[Saved entries]
========================================================================

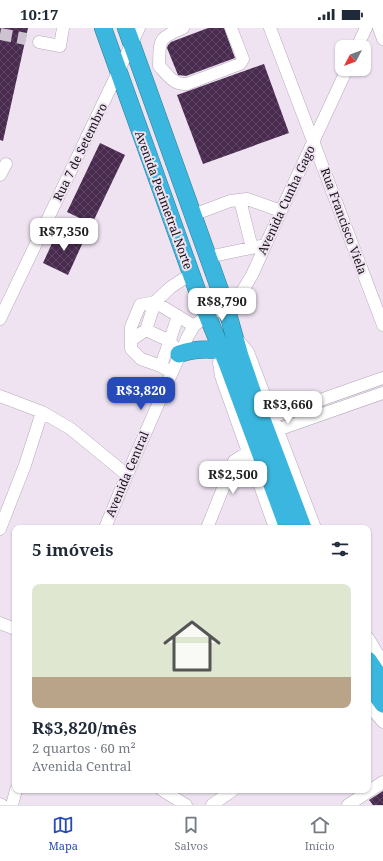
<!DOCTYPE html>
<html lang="pt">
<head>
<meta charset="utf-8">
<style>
	:root { --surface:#fff; --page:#f2f2f3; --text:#1f2937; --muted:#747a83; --line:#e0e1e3; --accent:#274ab9 }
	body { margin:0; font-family:"Noto Serif",serif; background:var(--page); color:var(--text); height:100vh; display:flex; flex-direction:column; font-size:15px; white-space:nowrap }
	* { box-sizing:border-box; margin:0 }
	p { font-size:13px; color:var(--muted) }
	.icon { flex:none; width:22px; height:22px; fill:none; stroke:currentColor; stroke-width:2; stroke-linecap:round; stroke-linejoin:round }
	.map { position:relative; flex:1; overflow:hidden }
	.side { position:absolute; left:12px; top:497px; width:359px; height:268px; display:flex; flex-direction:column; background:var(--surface); border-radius:8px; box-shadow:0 1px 3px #0004 }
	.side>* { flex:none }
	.needle { width:26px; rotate:229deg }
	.controls { position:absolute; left:335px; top:12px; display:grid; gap:8px }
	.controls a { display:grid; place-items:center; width:36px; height:36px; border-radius:8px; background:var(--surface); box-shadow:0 1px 3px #0004; font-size:20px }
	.price { position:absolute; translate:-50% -34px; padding:0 9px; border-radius:8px; background:#fff; color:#222; font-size:13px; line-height:26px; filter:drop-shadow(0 1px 2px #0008) }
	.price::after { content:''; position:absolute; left:50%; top:24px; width:12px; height:9px; margin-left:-6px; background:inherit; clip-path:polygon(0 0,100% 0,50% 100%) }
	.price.current { background:var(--accent); color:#fff }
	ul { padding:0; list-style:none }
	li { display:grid; align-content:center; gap:8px; height:212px; padding:0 20px }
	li+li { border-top:1px solid var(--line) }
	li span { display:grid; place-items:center; height:124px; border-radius:8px; color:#555 }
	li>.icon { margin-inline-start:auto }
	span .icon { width:72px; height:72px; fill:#fffc; stroke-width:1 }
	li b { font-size:17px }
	h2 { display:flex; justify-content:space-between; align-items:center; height:48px; padding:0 20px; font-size:17px }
	.status { display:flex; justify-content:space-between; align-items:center; height:28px; padding:0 20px; background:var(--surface); direction:ltr }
	.status svg { height:11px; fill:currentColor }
	.menu { display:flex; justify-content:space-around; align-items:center; height:56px; border-top:1px solid var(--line); background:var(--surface); font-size:11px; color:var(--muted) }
	.menu a { display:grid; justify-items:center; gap:2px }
	.menu .current { color:var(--accent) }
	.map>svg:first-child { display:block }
	.building { fill:url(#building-cross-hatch) }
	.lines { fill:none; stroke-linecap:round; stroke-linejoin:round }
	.minor-tunnel { stroke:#cec4d1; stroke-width:12; stroke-dasharray:12 6; stroke-linecap:butt }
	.minor-casing { stroke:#b4a9b7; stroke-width:13 }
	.highway-casing { stroke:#2e7c98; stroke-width:18 }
	.minor { stroke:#fff; stroke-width:12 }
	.highway { stroke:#3bb6de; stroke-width:17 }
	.labels { text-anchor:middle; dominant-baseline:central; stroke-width:4; stroke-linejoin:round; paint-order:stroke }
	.street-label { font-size:12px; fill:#151116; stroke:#efe3f2 }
</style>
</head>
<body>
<div class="status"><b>10:17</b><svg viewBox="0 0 49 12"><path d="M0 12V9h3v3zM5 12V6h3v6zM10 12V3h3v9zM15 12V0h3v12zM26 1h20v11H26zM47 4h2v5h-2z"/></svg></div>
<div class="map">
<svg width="383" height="777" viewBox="0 0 383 777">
	<defs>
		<pattern id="building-cross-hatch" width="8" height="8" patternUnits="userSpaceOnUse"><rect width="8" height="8" fill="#482b4f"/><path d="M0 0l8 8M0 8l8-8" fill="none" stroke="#5f4764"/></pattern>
	</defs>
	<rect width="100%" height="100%" fill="#efe3f2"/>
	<path class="building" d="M0 0H28L3 113 0 112Z
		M208 0H224L235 30 186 48 178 47 167 20 168 17 171 14Z
		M264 36 289 105 203 136 177 67Z
		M100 115 125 127 92 196 67 184Z
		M59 200 84 212 68 247 43 235Z
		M383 763V777H373L369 772Z"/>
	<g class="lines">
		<path class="minor-tunnel" d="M0 6 26 11"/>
		<g class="minor-casing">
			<path id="minor" d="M183 0C157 11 160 11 159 38 168 47 173 57 187 56L240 36 243 31 231 0
				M270 0 383 297
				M379 0 383 11
				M39 14 60 18 63 0
				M357 19 366 0
				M0 147 6 136
				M240 172 252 220
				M193 187 230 173 247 171 281 183
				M208 229 265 217
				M0 291 139 0
				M146 302 170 313 174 319
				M131 312V299L140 277 155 274 194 298
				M239 313 248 324 315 500
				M221 324 219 335 221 348 275 500
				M161 338 178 288
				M171 344 161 338 141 331 131 321V312L146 302 155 274 171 259 191 246
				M0 368 42 384 71 401 127 447
				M272 389 383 350
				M277 402 383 365
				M105 500 127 447 188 308 194 298 201 292 234 273 243 262 252 247 281 183 347 41
				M207 500 234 433 248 424
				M0 501 25 437 42 384
				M0 595 15 601
				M368 610 383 635
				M368 676 383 694
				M162 762 186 777
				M0 776 2 777
				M12 777 16 762
				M212 777 233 762
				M348 777 383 754"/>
		</g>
		<g class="highway-casing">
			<path id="highway" d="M103 0 198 265 227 335 288 500
				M126 0 226 279 240 328 260 386 303 500
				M179 326C194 321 206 320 221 323
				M368 632 383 654
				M368 655 383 676"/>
		</g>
		<use href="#minor" class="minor"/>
		<use href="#highway" class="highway"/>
	</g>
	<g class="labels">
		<g class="street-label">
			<text transform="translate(80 124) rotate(-64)">Rua 7 de Setembro</text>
			<text transform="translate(164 172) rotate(70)">Avenida Perimetral Norte</text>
			<text transform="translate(286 172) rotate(-65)">Avenida Cunha Gago</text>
			<text transform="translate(344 193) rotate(70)">Rua Francisco Viela</text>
			<text transform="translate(127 446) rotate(-67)">Avenida Central</text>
		</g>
	</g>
</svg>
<div class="controls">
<a><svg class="needle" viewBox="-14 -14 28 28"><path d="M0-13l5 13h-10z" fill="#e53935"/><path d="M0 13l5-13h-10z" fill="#747a83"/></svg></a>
</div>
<b class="price" style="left:64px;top:224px">R$7,350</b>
<b class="price" style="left:222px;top:294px">R$8,790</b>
<b class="price current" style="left:141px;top:383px">R$3,820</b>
<b class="price" style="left:288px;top:397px">R$3,660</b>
<b class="price" style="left:233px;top:467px">R$2,500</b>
<section class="side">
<h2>5 imóveis<svg class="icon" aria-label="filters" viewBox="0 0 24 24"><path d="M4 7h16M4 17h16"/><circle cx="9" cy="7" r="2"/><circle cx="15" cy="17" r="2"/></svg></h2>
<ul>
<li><span style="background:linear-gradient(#dfe7d0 75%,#b9a48a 0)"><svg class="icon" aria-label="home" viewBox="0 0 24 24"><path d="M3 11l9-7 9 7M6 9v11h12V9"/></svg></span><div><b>R$3,820/mês</b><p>2 quartos · 60 m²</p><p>Avenida Central</p></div></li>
</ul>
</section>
</div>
<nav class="menu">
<a class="current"><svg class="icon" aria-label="map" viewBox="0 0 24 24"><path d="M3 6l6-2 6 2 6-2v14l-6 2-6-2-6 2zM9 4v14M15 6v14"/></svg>Mapa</a>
<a><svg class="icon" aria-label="saved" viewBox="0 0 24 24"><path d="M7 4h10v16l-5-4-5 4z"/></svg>Salvos</a>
<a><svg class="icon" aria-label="home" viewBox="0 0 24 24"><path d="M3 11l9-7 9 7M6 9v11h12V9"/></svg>Início</a>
</nav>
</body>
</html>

========================================================================

* _Work to complete_: Report back each line of the entries that holds the string "linejoin".

* _Result of the task_:
	.icon { flex:none; width:22px; height:22px; fill:none; stroke:currentColor; stroke-width:2; stroke-linecap:round; stroke-linejoin:round }
	.lines { fill:none; stroke-linecap:round; stroke-linejoin:round }
	.labels { text-anchor:middle; dominant-baseline:central; stroke-width:4; stroke-linejoin:round; paint-order:stroke }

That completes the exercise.